Man on Phone

Robocall scams are continuing to rise, playing off of the public’s fear of the coronavirus.  Falling for one of these scams could put you at risk for identity theft or leave your financial information in danger of being stolen.  By following a few easy guidelines, you can spare yourself or your company, a huge headache.

Robocall Scams

You’re probably already familiar with robocall scams on your cell or office phone.  Scammers often call with a pre-recorded message about a variety of topics asking you to talk to a representative or call a number back.  These come from illegitimate organizations that will sometimes impersonate real companies, and if you fall for their scam, they will take your personal or financial information.

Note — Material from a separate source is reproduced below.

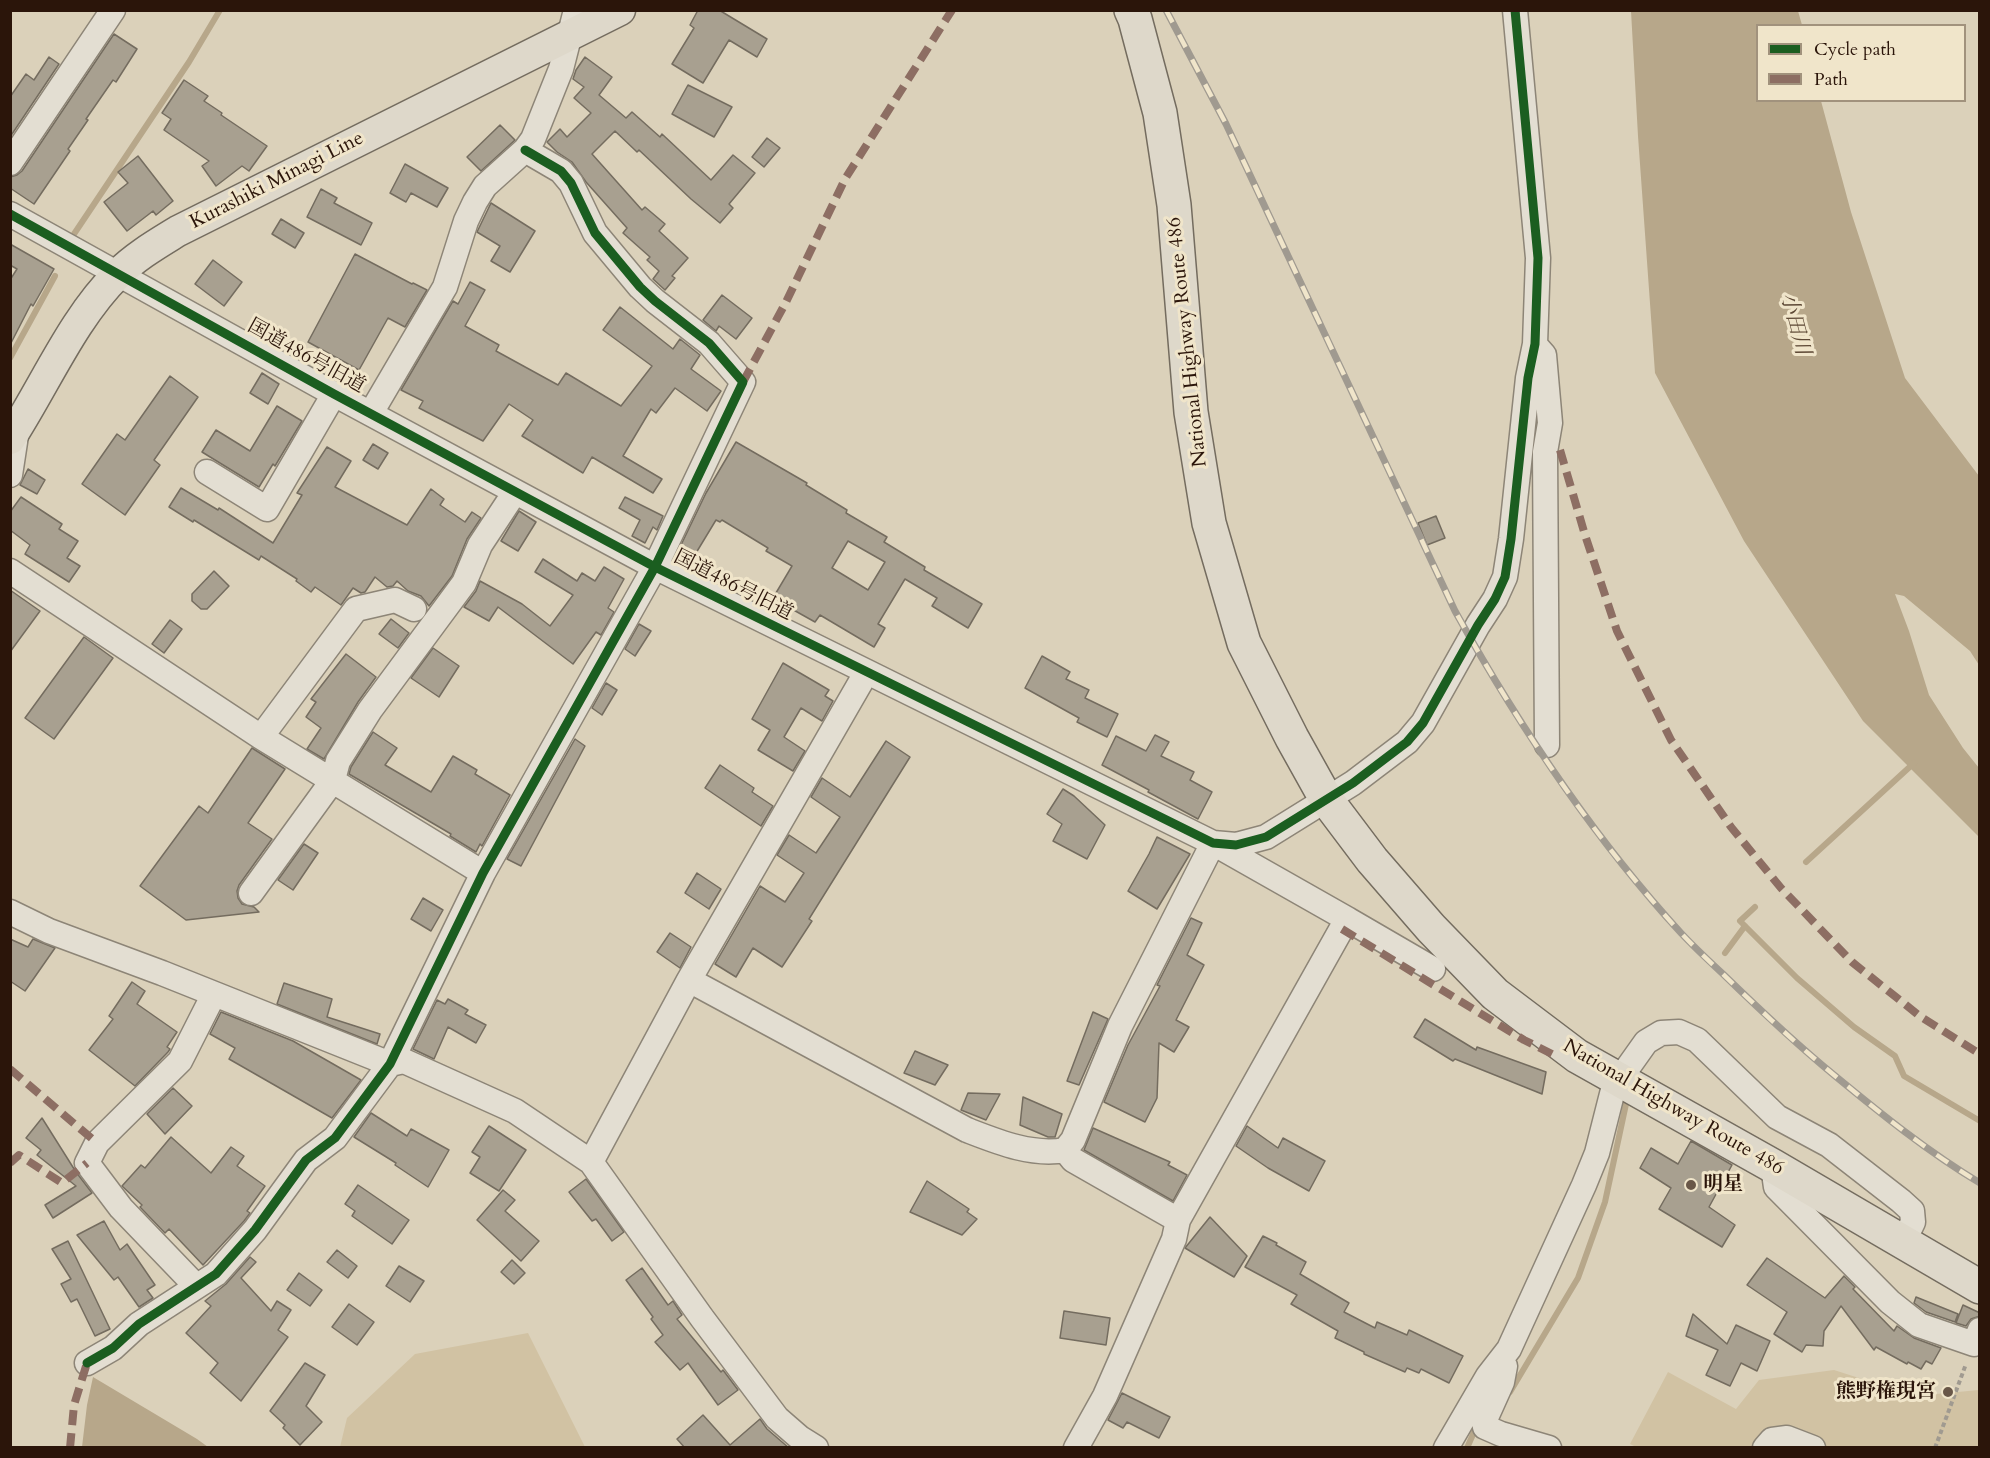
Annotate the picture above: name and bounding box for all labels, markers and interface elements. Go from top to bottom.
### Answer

Now, with COVID-19, criminals are using the virus and peoples’ fear as a backdrop in their robocalls.  According to the Federal Communications Commission, scammers have recently been using robocalls to impersonate government agencies or financial institutions where they seek sensitive information from victims.  They may call about COVID-19 testing, cures, outbreak information, student loan payments, or financial relief (including government checks).  The recorded message may state they have important information, or that you need to call back urgently.  If you call back, they will likely say you need to pay them for the information, or that they need your info to get more details.  In reality, they are just looking to steal your personal data.

Keeping your info safe

An important rule of thumb is to never give out your personal information over the phone or email if you are not 100% sure of the caller’s identity.  If you receive a call from someone claiming to be from a government organization or other institution asking for your personal information, hang up immediately.  If you are concerned, look up the organization that supposedly called you, and find their contact number on your own.  Scammers have the ability to “spoof” numbers so that the call may appear to actually come from the organization they claim to be.  If you’re suspicious, play it safe and call the supposed organization back on your own after looking up the correct number.